WMO’s flagship report shows that atmospheric concentration of carbon dioxide is at the highest levels in the last 800,000 years. Globally each of the past ten years were individually the ten warmest years on record and each of the past eight years has set a new record for ocean heat content. The 18 lowest Arctic sea-ice extents on record were all in the past 18 years and the three lowest Antarctic ice extents were in the past three years. The largest three-year loss of glacier mass on record occurred in the past three years. The rate of sea level rise has doubled since satellite measurements began.
This isn’t a distant threat; it’s our present. The “once upon a time” narratives are now our own, as rapid changes reshape our lived experiences. Unprecedented displacement, food shortages, and economic collapse are not future projections, but current realities. The impact is felt in our communities, among our families, friends, neighbours and beyond it, highlighting the very human cost of a planet in distress.
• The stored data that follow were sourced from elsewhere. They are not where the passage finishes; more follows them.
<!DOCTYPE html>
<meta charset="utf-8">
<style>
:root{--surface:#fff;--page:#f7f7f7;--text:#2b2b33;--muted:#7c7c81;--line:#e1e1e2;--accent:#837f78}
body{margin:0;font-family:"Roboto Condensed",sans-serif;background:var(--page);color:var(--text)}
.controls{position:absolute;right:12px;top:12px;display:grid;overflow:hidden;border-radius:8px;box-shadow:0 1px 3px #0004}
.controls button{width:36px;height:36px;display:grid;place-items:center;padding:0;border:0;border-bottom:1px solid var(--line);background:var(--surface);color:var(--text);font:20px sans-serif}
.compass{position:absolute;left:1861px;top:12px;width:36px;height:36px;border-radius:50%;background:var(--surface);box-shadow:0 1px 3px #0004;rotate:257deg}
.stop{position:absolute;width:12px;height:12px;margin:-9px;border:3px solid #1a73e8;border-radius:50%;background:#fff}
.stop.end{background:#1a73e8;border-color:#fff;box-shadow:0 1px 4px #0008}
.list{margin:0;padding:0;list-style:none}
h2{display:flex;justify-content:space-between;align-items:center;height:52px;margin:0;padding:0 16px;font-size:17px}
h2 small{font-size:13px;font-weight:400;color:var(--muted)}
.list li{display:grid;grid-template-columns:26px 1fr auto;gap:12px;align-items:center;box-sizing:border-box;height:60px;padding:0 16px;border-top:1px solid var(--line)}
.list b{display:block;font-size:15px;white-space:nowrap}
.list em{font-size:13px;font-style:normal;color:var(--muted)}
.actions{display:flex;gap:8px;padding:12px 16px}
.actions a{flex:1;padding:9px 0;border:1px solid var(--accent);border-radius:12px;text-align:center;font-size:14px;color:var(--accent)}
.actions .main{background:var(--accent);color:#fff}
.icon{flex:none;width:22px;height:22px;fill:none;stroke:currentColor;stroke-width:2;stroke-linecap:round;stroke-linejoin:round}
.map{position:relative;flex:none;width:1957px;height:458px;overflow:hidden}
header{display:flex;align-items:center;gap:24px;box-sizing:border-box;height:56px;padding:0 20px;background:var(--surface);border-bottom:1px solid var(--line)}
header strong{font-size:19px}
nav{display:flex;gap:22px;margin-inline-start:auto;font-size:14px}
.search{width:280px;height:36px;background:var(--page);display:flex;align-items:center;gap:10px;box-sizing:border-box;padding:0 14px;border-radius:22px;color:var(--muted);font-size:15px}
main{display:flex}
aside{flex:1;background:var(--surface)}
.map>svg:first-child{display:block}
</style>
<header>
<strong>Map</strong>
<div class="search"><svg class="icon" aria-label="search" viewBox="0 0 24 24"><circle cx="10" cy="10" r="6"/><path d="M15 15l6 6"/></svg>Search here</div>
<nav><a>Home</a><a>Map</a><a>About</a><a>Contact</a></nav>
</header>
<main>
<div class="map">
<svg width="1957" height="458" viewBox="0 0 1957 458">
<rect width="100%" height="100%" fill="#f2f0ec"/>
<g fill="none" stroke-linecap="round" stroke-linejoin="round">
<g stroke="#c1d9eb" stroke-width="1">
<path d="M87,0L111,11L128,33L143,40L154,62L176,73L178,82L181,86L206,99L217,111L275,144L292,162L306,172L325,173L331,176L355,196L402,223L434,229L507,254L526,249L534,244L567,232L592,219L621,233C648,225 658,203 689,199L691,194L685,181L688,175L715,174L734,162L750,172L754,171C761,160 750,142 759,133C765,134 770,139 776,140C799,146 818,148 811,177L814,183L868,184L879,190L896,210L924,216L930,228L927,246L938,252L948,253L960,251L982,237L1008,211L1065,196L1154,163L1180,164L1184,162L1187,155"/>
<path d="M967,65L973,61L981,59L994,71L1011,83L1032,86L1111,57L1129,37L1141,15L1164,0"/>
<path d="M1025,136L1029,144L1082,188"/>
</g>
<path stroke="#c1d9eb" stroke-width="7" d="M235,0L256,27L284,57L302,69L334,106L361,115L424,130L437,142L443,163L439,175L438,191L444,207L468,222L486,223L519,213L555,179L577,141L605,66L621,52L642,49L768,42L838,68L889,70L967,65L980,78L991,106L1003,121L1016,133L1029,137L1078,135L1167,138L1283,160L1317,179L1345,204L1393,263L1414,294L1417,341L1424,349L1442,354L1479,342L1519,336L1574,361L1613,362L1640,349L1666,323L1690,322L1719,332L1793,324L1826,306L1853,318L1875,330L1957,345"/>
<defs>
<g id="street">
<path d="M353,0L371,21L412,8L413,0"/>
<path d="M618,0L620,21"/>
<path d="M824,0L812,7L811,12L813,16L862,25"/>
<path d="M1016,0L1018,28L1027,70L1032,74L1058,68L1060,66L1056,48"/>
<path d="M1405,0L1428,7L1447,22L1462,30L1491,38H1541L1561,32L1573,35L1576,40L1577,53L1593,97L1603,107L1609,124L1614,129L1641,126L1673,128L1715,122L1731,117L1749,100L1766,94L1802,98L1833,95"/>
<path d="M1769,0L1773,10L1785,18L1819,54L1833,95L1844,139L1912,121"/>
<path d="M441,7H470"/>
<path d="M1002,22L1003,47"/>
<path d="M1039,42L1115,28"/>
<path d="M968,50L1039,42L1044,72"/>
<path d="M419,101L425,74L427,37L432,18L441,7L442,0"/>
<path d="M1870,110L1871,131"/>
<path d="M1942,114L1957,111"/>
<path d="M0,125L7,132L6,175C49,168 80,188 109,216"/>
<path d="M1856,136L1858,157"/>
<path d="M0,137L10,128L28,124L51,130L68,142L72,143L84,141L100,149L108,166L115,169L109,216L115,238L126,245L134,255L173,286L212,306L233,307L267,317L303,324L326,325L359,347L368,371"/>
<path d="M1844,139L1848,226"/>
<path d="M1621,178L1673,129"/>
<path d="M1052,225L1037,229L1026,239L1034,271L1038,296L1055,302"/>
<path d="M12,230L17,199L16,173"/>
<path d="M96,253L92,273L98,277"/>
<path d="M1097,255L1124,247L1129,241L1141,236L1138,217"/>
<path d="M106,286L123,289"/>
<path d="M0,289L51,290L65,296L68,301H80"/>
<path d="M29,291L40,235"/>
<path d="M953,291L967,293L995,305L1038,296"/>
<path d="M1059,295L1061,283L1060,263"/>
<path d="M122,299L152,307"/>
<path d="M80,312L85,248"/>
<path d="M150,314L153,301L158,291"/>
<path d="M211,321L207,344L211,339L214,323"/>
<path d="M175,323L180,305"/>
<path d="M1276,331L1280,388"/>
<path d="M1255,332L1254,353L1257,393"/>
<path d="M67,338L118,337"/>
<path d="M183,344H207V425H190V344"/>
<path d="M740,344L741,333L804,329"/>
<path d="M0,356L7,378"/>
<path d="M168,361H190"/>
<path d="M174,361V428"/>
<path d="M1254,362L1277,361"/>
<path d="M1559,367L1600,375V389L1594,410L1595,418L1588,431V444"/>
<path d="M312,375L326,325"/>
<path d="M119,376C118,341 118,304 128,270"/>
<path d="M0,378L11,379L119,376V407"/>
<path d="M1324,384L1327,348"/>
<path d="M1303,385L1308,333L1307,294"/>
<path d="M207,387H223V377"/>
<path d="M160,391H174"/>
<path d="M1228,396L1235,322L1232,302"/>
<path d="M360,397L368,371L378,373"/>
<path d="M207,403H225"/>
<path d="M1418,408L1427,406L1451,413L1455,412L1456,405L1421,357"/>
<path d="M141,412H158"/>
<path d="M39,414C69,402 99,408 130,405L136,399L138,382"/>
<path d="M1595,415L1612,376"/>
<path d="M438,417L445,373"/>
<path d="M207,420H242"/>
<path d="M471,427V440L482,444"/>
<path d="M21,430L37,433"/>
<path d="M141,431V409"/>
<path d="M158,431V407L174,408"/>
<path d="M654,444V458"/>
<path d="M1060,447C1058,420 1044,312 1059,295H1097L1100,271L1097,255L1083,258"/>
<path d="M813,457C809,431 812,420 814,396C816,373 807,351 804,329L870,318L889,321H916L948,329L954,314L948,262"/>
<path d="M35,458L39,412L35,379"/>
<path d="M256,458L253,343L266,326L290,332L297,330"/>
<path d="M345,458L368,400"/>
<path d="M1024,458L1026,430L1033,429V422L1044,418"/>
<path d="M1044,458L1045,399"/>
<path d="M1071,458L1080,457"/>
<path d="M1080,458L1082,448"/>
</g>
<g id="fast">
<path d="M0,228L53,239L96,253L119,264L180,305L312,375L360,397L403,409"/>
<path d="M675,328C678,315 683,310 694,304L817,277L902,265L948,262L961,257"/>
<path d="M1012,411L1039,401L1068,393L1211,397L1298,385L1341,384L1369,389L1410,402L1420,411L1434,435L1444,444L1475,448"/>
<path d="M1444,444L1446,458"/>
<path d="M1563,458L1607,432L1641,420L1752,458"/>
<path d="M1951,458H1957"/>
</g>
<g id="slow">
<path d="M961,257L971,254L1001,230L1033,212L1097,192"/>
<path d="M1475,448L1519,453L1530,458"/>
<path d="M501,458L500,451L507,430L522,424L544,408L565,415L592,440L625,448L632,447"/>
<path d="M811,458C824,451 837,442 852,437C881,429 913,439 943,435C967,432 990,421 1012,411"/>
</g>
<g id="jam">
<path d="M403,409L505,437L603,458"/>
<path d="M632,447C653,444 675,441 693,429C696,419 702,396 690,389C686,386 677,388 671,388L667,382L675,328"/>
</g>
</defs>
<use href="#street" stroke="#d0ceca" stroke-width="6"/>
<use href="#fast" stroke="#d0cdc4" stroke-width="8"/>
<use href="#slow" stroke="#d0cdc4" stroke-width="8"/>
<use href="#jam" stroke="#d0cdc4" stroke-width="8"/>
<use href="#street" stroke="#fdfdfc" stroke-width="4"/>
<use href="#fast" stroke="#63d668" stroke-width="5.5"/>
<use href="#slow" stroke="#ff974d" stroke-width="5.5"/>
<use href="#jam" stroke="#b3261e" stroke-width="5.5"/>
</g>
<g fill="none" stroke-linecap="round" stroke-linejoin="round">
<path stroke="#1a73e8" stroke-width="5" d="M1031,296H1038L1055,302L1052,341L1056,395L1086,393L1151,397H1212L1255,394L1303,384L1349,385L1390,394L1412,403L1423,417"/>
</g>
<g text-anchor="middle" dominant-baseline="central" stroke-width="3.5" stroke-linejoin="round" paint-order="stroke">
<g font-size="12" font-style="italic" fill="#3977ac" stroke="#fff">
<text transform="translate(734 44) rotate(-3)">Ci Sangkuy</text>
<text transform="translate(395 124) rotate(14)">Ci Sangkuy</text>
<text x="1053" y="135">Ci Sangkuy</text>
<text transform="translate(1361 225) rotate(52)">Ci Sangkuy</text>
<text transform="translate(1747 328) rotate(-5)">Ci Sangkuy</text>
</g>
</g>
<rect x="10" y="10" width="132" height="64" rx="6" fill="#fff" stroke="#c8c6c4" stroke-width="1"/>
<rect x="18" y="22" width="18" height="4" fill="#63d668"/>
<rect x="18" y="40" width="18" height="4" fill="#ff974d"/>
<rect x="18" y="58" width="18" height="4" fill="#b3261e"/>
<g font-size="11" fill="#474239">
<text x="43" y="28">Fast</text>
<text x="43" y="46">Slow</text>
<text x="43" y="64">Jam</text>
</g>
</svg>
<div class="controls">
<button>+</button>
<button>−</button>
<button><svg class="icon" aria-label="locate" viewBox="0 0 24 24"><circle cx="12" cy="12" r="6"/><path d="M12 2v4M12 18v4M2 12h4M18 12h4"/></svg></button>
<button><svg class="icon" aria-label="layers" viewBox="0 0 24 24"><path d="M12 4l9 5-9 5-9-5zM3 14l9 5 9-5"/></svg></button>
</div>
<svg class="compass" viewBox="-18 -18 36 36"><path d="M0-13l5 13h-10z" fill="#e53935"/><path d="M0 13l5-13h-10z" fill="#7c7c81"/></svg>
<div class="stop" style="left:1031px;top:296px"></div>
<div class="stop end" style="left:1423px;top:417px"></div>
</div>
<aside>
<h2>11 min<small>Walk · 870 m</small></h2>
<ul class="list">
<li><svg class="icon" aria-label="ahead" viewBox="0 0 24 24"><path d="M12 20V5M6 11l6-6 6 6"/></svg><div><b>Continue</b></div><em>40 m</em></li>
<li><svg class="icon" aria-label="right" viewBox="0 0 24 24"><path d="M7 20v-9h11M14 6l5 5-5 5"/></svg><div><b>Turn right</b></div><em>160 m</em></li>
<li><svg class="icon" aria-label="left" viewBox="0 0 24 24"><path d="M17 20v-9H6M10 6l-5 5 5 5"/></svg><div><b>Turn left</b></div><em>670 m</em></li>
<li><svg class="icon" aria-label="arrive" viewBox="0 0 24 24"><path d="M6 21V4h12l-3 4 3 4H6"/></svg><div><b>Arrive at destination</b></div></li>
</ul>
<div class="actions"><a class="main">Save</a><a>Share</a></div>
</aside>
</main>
There’s no singular, dramatic collapse, but a series of interconnected crises, each amplifying the other. Rising sea levels from melting ice cause coastal flooding, displacing communities and disrupting economies. Extreme weather amplifies food insecurity, leading to a domino effect of hardship. We’re not facing a single “D-day,” but a daily erosion of stability. We may debate the nature of a final collapse if there is any, but we must confront the irrefutable evidence of a changing climate, a reality we cannot afford to blind ourselves to.
A call to action
Doom imagery must spark action, and shift from fear to resilience – demand change, embrace sustainability, and innovate. There is an urgent need to use these warnings as a call to collective responsibility, protecting what remains, and forging a hopeful future. Amplifying the global success stories, championing solutions: carbon neutrality policies, circular economies, and technological breakthroughs, nature-based solutions, green technologies, water budgeting, responsible consumption and production. Let us paint a new vision, let us run a reality check, let us reflect on the beauty of a restored planet, the strength of human ingenuity, and the enduring power of hope. Hope is not naive optimism, but a determined belief in our capacity for change. For in the face of impending doom, it is hope that ignites our creativity, fuels our resolve, and empowers us to build a world worthy of future generations.
Sharanya Chattopadhyay is a research associate at Watershed Organisation Trust, Pune.